European Values and Relations with Russia

Sandra Kalniete, a former Ambassador from Latvia to the UN, pens a strong op/ed on EU relations with Russia.

Russia acts with open hostility toward efforts by Central and Eastern European countries to find historical truth. Putin has emphasized on several occasions that Russia will not take responsibility for crimes committed by the Soviet Union in Central or Eastern Europe. At the same time, he has expressed his admiration for Stalin and his regret of “the largest geopolitical catastrophe of the 20th century”: the fall of the Soviet Union. More than one-fifth of the Russian population considers the NGO Memorial’s documented proof regarding the scale of Stalinist terror as untrue. It is with great justification that the Sakharov Award, given every year by the European Parliament, went to Memorial for fighting to condemn Stalin’s crimes and expose human rights violations in modern day Russia.

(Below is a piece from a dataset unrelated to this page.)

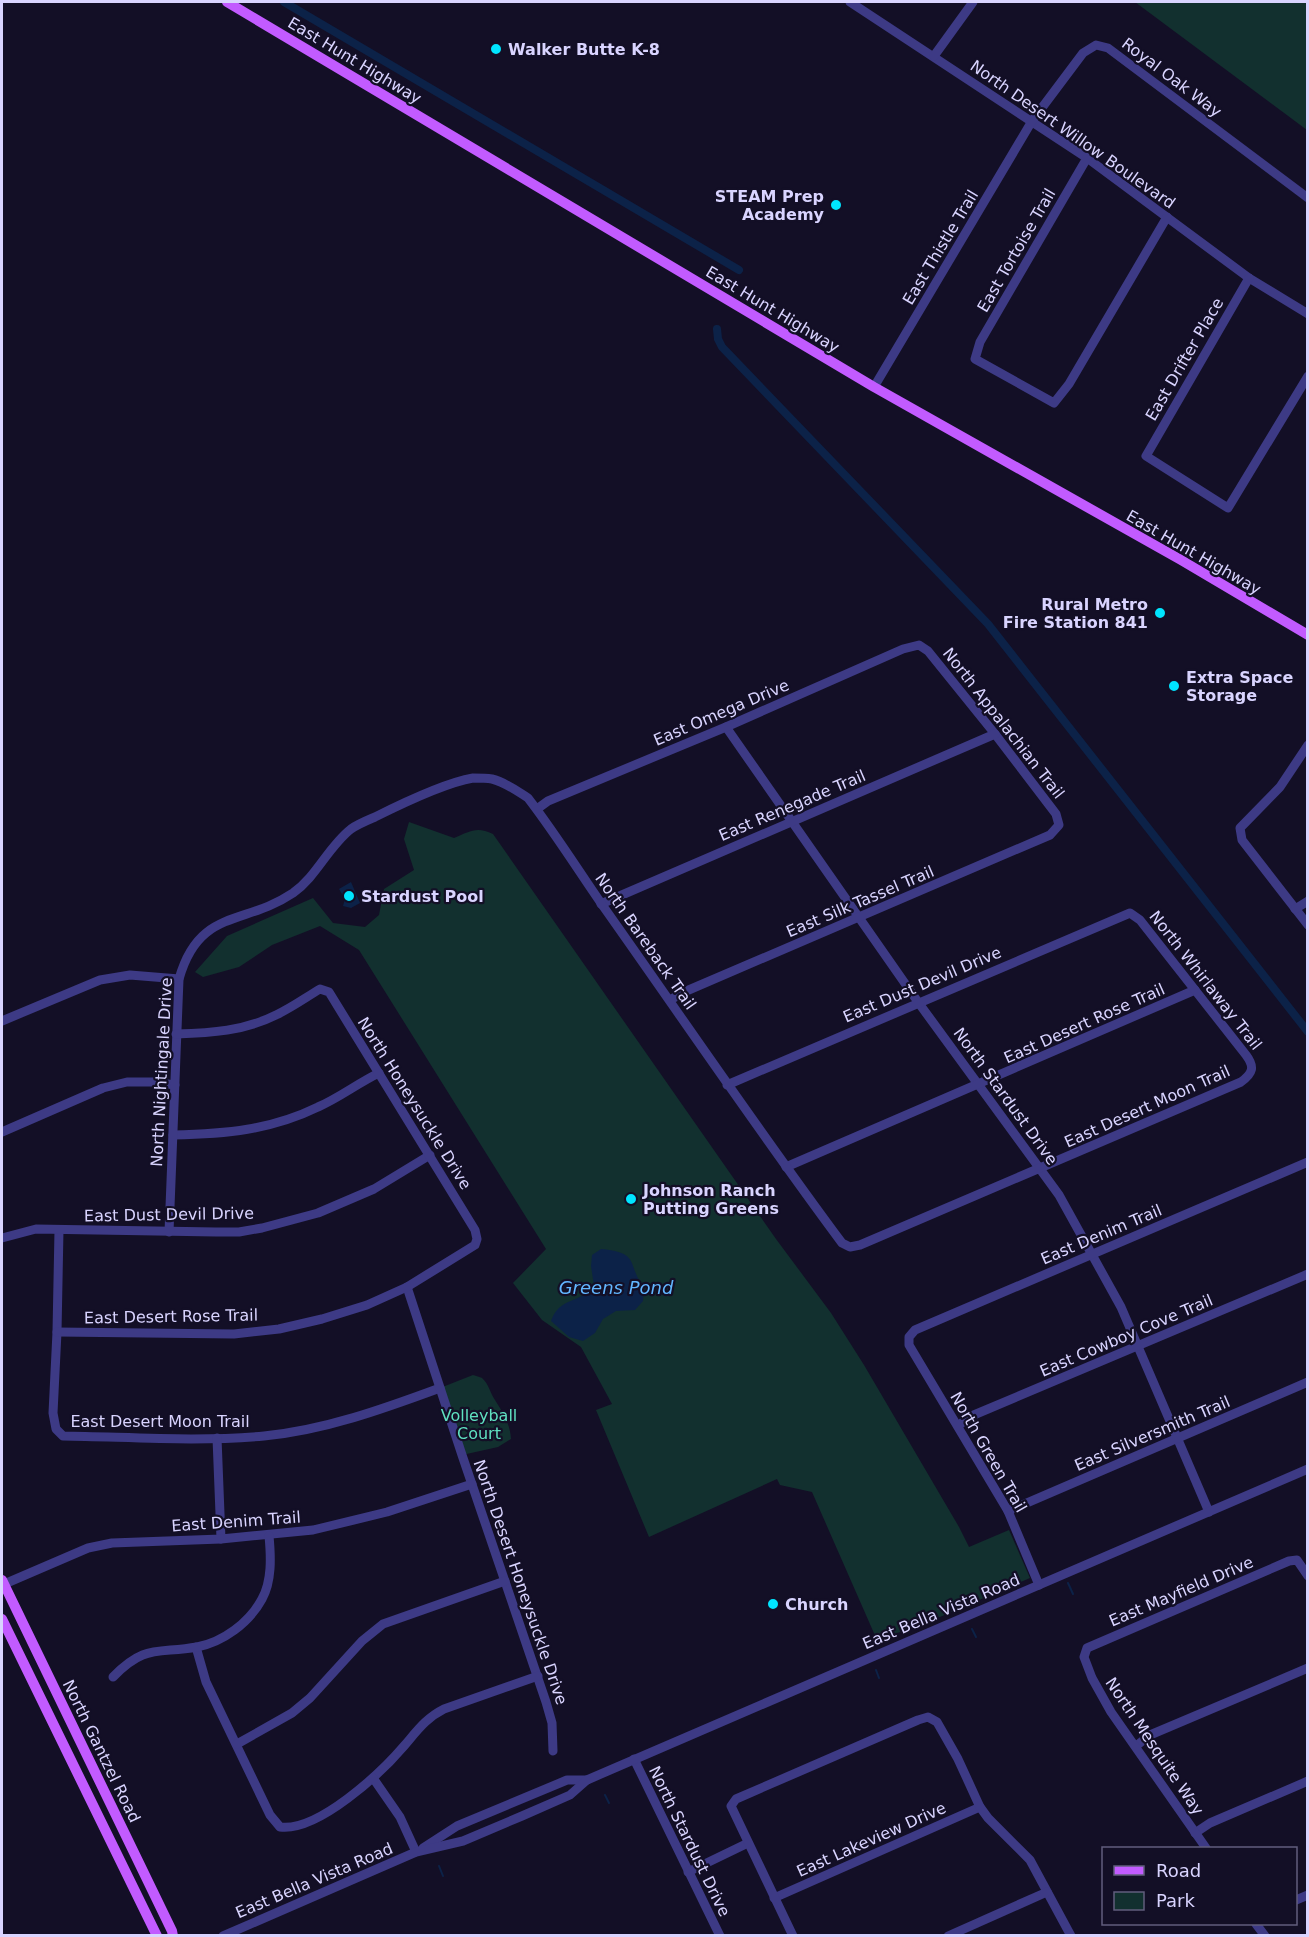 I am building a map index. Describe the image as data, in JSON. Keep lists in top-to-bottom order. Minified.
{"streets":{"main road":["East Hunt Highway","North Gantzel Road"],"street":["Royal Oak Way","North Desert Willow Boulevard","East Thistle Trail","East Tortoise Trail","East Drifter Place","East Omega Drive","North Appalachian Trail","East Renegade Trail","East Silk Tassel Trail","North Bareback Trail","North Whirlaway Trail","East Dust Devil Drive","East Desert Rose Trail","North Nightingale Drive","North Stardust Drive","North Honeysuckle Drive","East Desert Moon Trail","East Denim Trail","East Cowboy Cove Trail","East Silversmith Trail","North Green Trail","North Desert Honeysuckle Drive","East Mayfield Drive","East Bella Vista Road","North Mesquite Way","East Lakeview Drive"]},"crossings":[["East Hunt Highway","East Thistle Trail"],["Royal Oak Way","North Desert Willow Boulevard"],["Royal Oak Way","East Thistle Trail"],["North Desert Willow Boulevard","East Thistle Trail"],["North Desert Willow Boulevard","East Tortoise Trail"],["North Desert Willow Boulevard","East Drifter Place"],["East Omega Drive","North Appalachian Trail"],["East Omega Drive","North Bareback Trail"],["East Omega Drive","North Stardust Drive"],["North Appalachian Trail","East Renegade Trail"],["North Appalachian Trail","East Silk Tassel Trail"],["East Renegade Trail","North Bareback Trail"],["East Renegade Trail","North Stardust Drive"],["East Silk Tassel Trail","North Bareback Trail"],["East Silk Tassel Trail","North Stardust Drive"],["North Bareback Trail","East Dust Devil Drive"],["North Bareback Trail","East Desert Rose Trail"],["North Bareback Trail","North Nightingale Drive"],["North Bareback Trail","East Desert Moon Trail"],["North Whirlaway Trail","East Dust Devil Drive"],["North Whirlaway Trail","East Desert Rose Trail"],["North Whirlaway Trail","East Desert Moon Trail"],["East Dust Devil Drive","North Nightingale Drive"],["East Dust Devil Drive","North Stardust Drive"],["East Dust Devil Drive","North Honeysuckle Drive"],["East Desert Rose Trail","North Stardust Drive"],["East Desert Rose Trail","North Honeysuckle Drive"],["East Desert Rose Trail","East Desert Moon Trail"],["East Desert Rose Trail","North Desert Honeysuckle Drive"],["North Nightingale Drive","North Honeysuckle Drive"],["North Stardust Drive","East Desert Moon Trail"],["North Stardust Drive","East Denim Trail"],["North Stardust Drive","East Cowboy Cove Trail"],["North Stardust Drive","East Silversmith Trail"],["North Stardust Drive","East Bella Vista Road"],["East Desert Moon Trail","North Desert Honeysuckle Drive"],["East Denim Trail","North Green Trail"],["East Denim Trail","North Desert Honeysuckle Drive"],["East Denim Trail","North Gantzel Road"],["East Cowboy Cove Trail","North Green Trail"],["East Silversmith Trail","North Green Trail"],["North Green Trail","East Bella Vista Road"],["East Mayfield Drive","North Mesquite Way"]],"water":["Greens Pond"],"parks":["Volleyball Court"],"places":["Walker Butte K-8","STEAM Prep Academy","Rural Metro Fire Station 841","Extra Space Storage","Stardust Pool","Johnson Ranch Putting Greens","Church"],"legend":["Road","Park"]}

When assessing democracy’s current retreat in Russia – there is no other way to refer to the state‘s control of the press, the narrowing of representative government, the lack of effort to critically re-evaluate Stalinism and Bolshevism, the war in Chechnya and other human rights abuses – we must realize that, given long-term EU interests, it is not possible to sacrifice values and succumb to the temptation of pragmatism. Whenever Europe has sacrificed basic values in the name of realpolitik, dramatic and tragic consequences have followed.